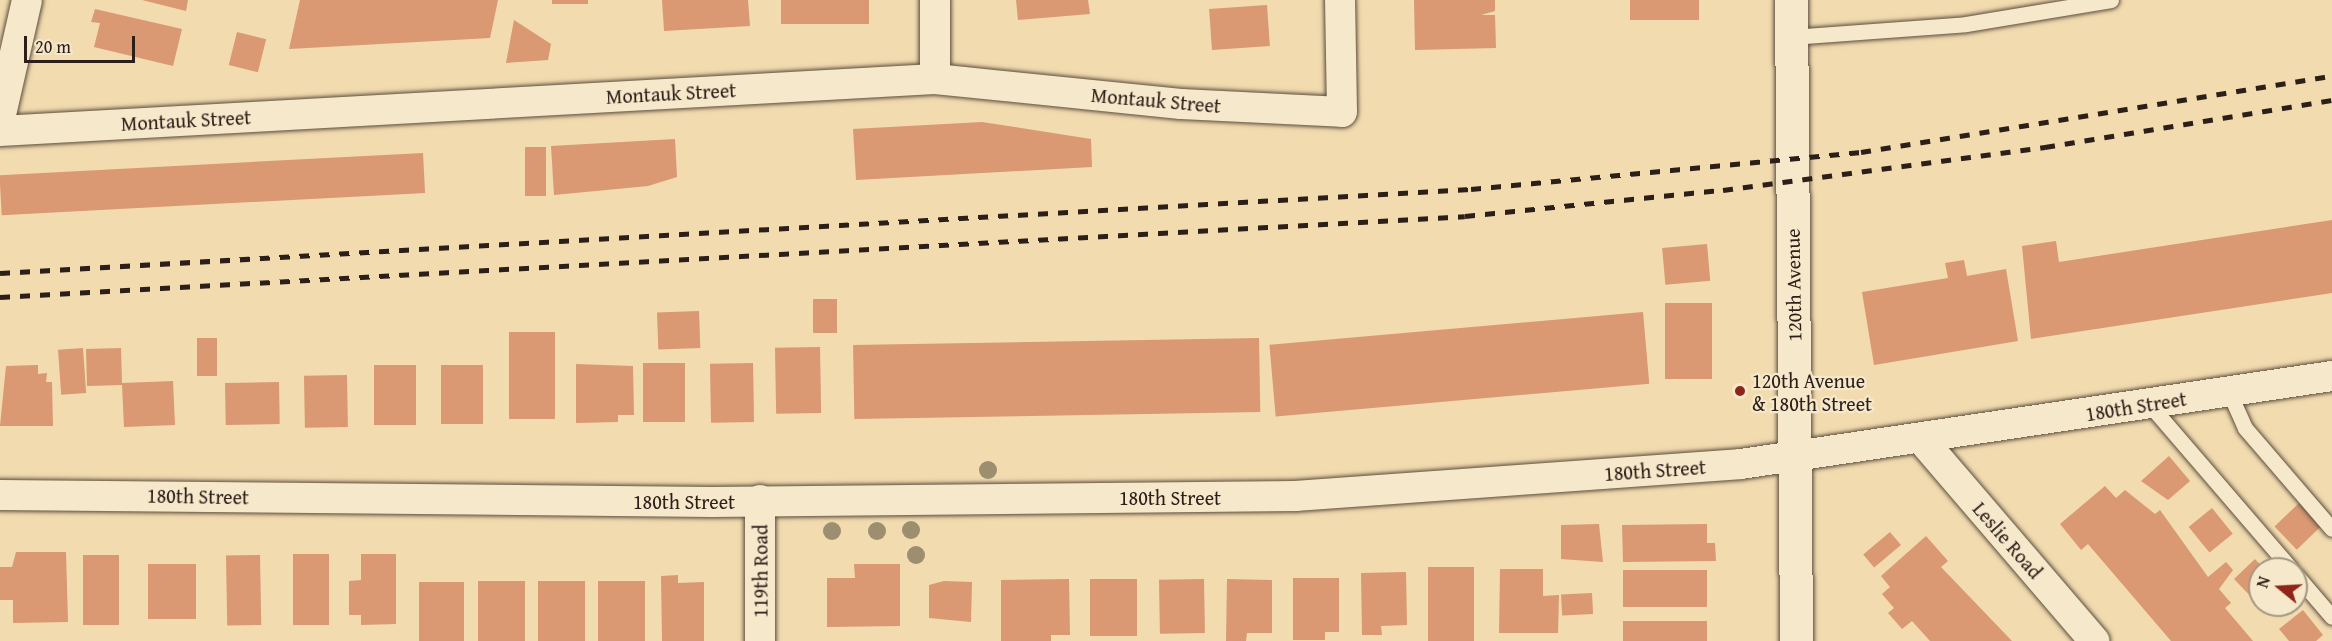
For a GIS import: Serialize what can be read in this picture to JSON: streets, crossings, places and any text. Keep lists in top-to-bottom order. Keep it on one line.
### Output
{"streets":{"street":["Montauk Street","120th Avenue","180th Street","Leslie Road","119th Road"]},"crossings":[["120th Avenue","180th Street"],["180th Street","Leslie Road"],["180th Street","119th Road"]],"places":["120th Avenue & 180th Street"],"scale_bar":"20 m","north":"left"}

■ Exercise details ■
Print the data above exactly, minus pictures.

■ Answer box ■
For a GIS import: Serialize what can be read in this picture to JSON: streets, crossings, places and any text. Keep lists in top-to-bottom order. Keep it on one line.
### Output
{"streets":{"street":["Montauk Street","120th Avenue","180th Street","Leslie Road","119th Road"]},"crossings":[["120th Avenue","180th Street"],["180th Street","Leslie Road"],["180th Street","119th Road"]],"places":["120th Avenue & 180th Street"],"scale_bar":"20 m","north":"left"}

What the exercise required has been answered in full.